**HOW TO COMPLETE THIS TASK**
Lines with the word "Church" are the ones wanted. Copy each of them from the entries below.

**Saved entries**
* * * * * * * * *
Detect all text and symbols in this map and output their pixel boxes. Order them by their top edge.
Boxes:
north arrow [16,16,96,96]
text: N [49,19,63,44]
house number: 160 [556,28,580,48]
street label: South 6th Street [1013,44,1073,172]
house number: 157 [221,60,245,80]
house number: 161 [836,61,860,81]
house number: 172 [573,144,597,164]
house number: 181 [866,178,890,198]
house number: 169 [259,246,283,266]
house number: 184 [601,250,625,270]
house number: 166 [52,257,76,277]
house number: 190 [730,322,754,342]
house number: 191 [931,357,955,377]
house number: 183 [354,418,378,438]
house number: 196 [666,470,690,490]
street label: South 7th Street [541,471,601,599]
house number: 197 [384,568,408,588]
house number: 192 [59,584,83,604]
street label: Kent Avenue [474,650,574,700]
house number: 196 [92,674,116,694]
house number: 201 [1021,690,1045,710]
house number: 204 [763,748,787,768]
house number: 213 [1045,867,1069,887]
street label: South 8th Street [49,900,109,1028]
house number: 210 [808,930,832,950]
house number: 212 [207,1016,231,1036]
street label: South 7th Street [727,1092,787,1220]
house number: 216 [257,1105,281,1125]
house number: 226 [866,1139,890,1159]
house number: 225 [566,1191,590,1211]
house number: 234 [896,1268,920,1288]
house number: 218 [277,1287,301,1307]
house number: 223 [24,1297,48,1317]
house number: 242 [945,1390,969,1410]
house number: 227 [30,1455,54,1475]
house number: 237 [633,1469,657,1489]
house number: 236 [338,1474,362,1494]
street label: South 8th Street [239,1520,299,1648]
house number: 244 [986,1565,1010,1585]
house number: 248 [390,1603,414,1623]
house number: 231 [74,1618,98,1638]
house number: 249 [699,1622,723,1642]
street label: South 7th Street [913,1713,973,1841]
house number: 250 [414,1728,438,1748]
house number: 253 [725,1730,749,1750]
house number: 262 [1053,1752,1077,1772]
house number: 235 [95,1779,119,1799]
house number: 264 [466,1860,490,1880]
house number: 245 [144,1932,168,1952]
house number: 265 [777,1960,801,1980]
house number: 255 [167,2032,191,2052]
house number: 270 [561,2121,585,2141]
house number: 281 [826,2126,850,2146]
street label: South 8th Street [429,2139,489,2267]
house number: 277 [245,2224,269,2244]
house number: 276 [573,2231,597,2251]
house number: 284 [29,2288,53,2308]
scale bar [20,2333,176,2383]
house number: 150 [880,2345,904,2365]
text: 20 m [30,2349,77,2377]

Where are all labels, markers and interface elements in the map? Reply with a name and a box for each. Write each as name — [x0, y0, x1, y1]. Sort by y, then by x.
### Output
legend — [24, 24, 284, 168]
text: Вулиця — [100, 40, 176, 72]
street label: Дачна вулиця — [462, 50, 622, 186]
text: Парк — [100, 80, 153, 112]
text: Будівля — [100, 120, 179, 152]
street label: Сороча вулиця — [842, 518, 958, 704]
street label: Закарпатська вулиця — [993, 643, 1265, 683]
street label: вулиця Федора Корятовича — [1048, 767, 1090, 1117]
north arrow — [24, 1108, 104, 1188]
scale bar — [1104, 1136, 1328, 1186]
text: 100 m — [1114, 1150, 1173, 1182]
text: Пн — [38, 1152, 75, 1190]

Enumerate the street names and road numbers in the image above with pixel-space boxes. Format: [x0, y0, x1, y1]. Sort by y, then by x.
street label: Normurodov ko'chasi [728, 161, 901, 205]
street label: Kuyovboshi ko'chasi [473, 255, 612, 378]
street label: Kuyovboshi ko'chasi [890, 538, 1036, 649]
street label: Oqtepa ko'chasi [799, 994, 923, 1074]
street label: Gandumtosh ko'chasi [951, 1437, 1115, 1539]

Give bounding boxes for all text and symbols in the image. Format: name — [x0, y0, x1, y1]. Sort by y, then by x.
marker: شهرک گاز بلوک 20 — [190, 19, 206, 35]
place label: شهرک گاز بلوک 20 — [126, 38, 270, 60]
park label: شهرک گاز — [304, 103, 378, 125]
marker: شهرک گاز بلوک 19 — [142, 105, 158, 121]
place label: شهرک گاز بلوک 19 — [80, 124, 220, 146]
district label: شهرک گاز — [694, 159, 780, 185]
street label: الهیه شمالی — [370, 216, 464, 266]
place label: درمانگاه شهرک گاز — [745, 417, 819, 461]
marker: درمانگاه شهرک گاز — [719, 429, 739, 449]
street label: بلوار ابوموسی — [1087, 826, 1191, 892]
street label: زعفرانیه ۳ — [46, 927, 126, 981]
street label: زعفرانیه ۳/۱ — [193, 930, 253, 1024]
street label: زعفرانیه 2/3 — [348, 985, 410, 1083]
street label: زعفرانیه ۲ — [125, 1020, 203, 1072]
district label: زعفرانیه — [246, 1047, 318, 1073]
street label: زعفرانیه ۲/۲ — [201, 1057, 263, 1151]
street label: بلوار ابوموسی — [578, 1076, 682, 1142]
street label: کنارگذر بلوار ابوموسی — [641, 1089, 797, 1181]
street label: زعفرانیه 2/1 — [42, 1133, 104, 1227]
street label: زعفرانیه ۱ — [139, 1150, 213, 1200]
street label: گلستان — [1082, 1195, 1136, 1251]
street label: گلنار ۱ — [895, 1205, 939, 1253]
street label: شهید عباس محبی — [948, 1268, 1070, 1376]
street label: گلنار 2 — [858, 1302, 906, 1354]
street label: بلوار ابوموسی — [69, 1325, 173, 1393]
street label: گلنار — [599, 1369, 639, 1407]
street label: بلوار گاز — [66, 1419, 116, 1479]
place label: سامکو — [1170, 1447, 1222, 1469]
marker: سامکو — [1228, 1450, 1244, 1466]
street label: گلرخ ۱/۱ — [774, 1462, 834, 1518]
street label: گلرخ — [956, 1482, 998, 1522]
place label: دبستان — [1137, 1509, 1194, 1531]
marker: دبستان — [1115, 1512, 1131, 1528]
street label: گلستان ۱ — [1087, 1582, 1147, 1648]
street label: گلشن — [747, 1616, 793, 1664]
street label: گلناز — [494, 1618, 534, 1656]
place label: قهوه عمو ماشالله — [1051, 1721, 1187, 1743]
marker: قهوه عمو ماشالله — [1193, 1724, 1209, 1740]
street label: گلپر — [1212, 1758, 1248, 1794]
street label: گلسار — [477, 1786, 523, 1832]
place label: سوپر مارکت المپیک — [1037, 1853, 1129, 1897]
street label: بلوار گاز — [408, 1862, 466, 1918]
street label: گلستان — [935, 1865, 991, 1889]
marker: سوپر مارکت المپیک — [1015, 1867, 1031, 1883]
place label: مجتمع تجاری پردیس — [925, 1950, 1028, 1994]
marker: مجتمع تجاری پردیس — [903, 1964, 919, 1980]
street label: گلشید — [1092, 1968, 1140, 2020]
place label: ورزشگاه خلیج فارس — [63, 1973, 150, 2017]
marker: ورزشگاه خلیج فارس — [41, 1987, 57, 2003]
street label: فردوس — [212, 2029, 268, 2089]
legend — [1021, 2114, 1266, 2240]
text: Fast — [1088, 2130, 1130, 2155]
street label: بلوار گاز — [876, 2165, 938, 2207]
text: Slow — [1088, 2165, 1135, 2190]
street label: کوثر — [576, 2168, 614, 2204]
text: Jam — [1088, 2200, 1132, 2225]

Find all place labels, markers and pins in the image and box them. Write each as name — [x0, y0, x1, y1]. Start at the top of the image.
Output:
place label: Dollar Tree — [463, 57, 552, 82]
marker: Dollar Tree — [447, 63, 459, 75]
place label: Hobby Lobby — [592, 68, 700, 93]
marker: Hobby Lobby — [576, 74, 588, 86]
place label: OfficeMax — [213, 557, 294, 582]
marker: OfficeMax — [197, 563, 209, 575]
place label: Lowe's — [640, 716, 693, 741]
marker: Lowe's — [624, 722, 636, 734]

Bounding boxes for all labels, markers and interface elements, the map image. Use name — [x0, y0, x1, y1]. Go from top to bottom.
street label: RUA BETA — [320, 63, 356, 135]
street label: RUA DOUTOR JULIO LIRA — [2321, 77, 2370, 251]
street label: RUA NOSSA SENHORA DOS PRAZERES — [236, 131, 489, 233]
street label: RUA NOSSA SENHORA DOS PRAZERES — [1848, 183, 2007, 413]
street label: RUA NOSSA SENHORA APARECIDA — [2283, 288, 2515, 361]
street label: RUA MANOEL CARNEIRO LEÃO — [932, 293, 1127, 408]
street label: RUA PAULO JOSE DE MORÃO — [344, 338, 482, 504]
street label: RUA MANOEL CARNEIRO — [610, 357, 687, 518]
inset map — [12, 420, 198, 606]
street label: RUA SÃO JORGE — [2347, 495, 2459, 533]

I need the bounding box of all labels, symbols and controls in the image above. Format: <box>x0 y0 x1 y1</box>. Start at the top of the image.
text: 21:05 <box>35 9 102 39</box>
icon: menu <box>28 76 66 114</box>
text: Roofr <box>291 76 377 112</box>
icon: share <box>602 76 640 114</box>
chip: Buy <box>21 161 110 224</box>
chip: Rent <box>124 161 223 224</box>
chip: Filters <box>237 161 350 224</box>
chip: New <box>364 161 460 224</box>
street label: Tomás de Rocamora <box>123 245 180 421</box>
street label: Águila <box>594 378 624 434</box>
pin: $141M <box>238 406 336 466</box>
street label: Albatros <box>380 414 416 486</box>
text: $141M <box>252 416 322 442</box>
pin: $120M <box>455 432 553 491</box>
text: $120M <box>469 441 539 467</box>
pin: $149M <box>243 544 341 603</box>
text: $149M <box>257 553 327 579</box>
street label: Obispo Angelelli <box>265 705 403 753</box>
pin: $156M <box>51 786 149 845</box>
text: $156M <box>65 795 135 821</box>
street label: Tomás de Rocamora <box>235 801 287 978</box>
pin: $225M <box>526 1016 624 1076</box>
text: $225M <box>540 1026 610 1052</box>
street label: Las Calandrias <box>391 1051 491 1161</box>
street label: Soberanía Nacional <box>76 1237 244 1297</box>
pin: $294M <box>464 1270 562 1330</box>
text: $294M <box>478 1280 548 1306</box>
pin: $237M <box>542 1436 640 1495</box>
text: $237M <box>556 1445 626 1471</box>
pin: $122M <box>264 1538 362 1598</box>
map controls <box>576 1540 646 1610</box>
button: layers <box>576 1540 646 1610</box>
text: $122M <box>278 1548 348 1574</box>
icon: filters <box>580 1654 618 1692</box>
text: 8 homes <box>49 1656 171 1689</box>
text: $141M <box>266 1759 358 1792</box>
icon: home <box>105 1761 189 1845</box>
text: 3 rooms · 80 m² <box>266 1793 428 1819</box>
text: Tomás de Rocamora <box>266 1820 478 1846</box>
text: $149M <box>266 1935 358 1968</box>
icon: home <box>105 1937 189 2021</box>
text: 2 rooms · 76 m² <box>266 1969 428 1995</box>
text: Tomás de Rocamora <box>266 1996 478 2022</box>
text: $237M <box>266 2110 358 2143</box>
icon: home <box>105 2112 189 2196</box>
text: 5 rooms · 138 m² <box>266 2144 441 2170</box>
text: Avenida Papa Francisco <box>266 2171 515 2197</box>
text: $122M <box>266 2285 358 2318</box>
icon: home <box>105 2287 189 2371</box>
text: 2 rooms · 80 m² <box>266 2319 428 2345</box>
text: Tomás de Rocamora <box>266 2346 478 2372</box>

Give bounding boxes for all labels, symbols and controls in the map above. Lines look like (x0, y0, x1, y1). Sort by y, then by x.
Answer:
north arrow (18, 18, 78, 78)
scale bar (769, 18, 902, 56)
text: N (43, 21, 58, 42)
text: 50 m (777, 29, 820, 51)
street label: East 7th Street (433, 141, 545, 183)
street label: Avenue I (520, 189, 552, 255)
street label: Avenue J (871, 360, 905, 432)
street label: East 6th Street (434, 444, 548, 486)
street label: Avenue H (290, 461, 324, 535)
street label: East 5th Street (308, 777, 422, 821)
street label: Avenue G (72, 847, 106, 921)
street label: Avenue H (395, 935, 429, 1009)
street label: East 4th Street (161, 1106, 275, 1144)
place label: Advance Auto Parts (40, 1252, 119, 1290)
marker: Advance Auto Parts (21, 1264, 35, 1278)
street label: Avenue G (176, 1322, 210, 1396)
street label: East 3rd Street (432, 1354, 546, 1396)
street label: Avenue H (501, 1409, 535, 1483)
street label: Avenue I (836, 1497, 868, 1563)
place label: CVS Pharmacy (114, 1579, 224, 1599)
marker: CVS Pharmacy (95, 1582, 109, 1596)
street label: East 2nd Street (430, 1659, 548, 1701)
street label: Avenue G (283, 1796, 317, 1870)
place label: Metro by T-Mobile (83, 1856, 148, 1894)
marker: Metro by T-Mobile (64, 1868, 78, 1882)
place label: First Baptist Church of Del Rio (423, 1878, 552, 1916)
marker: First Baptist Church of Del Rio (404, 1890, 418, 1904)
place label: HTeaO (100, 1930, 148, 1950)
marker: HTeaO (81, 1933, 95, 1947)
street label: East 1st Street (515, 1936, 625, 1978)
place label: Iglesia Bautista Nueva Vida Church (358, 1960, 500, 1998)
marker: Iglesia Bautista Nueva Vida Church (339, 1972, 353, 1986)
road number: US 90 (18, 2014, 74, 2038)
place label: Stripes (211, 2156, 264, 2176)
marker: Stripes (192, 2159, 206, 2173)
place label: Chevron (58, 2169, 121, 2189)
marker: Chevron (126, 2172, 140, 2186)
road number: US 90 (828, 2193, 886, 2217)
* * * * * * * * *
**REPLY**
place label: First Baptist Church of Del Rio (423, 1878, 552, 1916)
marker: First Baptist Church of Del Rio (404, 1890, 418, 1904)
place label: Iglesia Bautista Nueva Vida Church (358, 1960, 500, 1998)
marker: Iglesia Bautista Nueva Vida Church (339, 1972, 353, 1986)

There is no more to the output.